The killing fields are a very eerie and unsettling experience. You will explore independently with an audio guide. Signs warn you to be aware not to tread on any bones and teeth that have made their way to the surface. The most harrowing part of all was the ‘killing tree’ where the Khmer Rouge would literally smash babies beads against to kill them. This is was one of the most sickening things I’ve heard in my whole life. There is a temple at the end with human skulls on display representing the lives lost. Here you can pay your respects before getting back on your tour bus.

Phnom Penh Killing fields tour

I wouldn’t recommend doing anything else on this day. It’s a lot to do already and quite emotionally intense. If you want to read my full blog on the killing fields and S21 you can find it here.

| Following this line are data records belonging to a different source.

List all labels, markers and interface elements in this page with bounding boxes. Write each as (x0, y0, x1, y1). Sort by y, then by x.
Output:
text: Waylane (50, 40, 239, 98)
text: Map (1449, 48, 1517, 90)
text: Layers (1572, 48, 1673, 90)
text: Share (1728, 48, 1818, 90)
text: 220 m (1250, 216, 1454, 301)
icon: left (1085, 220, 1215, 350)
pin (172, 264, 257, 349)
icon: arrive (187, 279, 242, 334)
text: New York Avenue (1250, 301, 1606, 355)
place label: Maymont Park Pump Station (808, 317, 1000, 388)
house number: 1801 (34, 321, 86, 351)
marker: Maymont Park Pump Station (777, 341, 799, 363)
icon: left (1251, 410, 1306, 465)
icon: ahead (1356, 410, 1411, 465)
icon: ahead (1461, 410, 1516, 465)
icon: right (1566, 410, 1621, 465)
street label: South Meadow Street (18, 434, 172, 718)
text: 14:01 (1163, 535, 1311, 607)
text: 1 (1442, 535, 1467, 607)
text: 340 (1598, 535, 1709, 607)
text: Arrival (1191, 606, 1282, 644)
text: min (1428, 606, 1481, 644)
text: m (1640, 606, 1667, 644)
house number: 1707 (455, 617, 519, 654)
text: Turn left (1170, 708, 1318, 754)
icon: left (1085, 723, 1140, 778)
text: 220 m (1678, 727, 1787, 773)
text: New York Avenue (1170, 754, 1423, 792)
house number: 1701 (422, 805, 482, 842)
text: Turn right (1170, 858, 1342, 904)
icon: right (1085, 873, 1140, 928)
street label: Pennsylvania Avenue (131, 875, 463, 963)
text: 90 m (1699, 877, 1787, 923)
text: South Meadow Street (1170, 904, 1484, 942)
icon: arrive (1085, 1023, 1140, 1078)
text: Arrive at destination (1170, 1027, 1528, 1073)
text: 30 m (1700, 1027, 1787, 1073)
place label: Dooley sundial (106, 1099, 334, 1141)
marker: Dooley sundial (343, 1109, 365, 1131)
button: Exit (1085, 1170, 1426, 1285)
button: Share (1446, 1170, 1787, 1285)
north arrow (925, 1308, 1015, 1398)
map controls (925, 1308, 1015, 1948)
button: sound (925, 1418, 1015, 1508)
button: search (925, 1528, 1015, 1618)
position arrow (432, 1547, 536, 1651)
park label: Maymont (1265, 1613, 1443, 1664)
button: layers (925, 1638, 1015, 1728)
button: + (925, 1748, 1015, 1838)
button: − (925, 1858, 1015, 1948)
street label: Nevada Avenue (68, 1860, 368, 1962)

Day 2 Grand Palace and National Museum of Cambodia

The grand palace of Phnom Penh was one of my favourite things to do in Asia. It is on a similar scale to the Bangkok grand palace but less overrun with tourists. It’s important that you dress respectfully and wear tops with arms (no vest tops or spaghetti straps) and skirts or trousers that cover the full leg. Or you may be refused entry. Some highlights of the grand palace include Chaya Hall, Golden Temple and Silver Temple. You can also see a mural of the Reamker, which is the Cambodian version of the Hindu epic the Ramayana.

Phnom Penh Royal Palace

Next, have lunch nearby and then for the afternoon on your second day head to the National Museum of Cambodia to learn more about the culture and history. It contains over 14,000 stunning examples of Khmer Pottery, art, bronzes and religious sculptures. Don’t miss this!

What to do in Phnom Penh

Day 3 river front and Koh Dach Island

on your third day head down to the river front which has a beautiful promenade and is lined with stalls. I would highly recommend a Mekong cruise so that you can have a good view of peoples lives along the river. Take one that includes Koh Dach island because there you can see the traditional silk weaving community, one of the only places left in the world where you can witness this being done by hand. Some of the river cruises include a Cambodian meal on board and some do not, so check for which of these options you want and if you want a meal onboard, make sure that your cruise has this included in the price.

Koh Dach island

Day 4 – Wat Phnom temple and markets

one thing that I really enjoyed in Phnom Penh was visiting Wat Phnom – head there on the morning of your fourth day. You can take an Uber or a tuk tuk and you only need to spend around an hour and a half exploring there. There are a few interesting things including a small Chinese temple and a sun dial.

Wat Phnom

In the afternoon of your last day you have several options of other temples and markets to explore. I’d recommend visiti Central Market (Phsar Thmei) and Old Market (Phsar Chas) for a genuine Cambodian experience. You might find this Phnom Penh shopping guide helpful.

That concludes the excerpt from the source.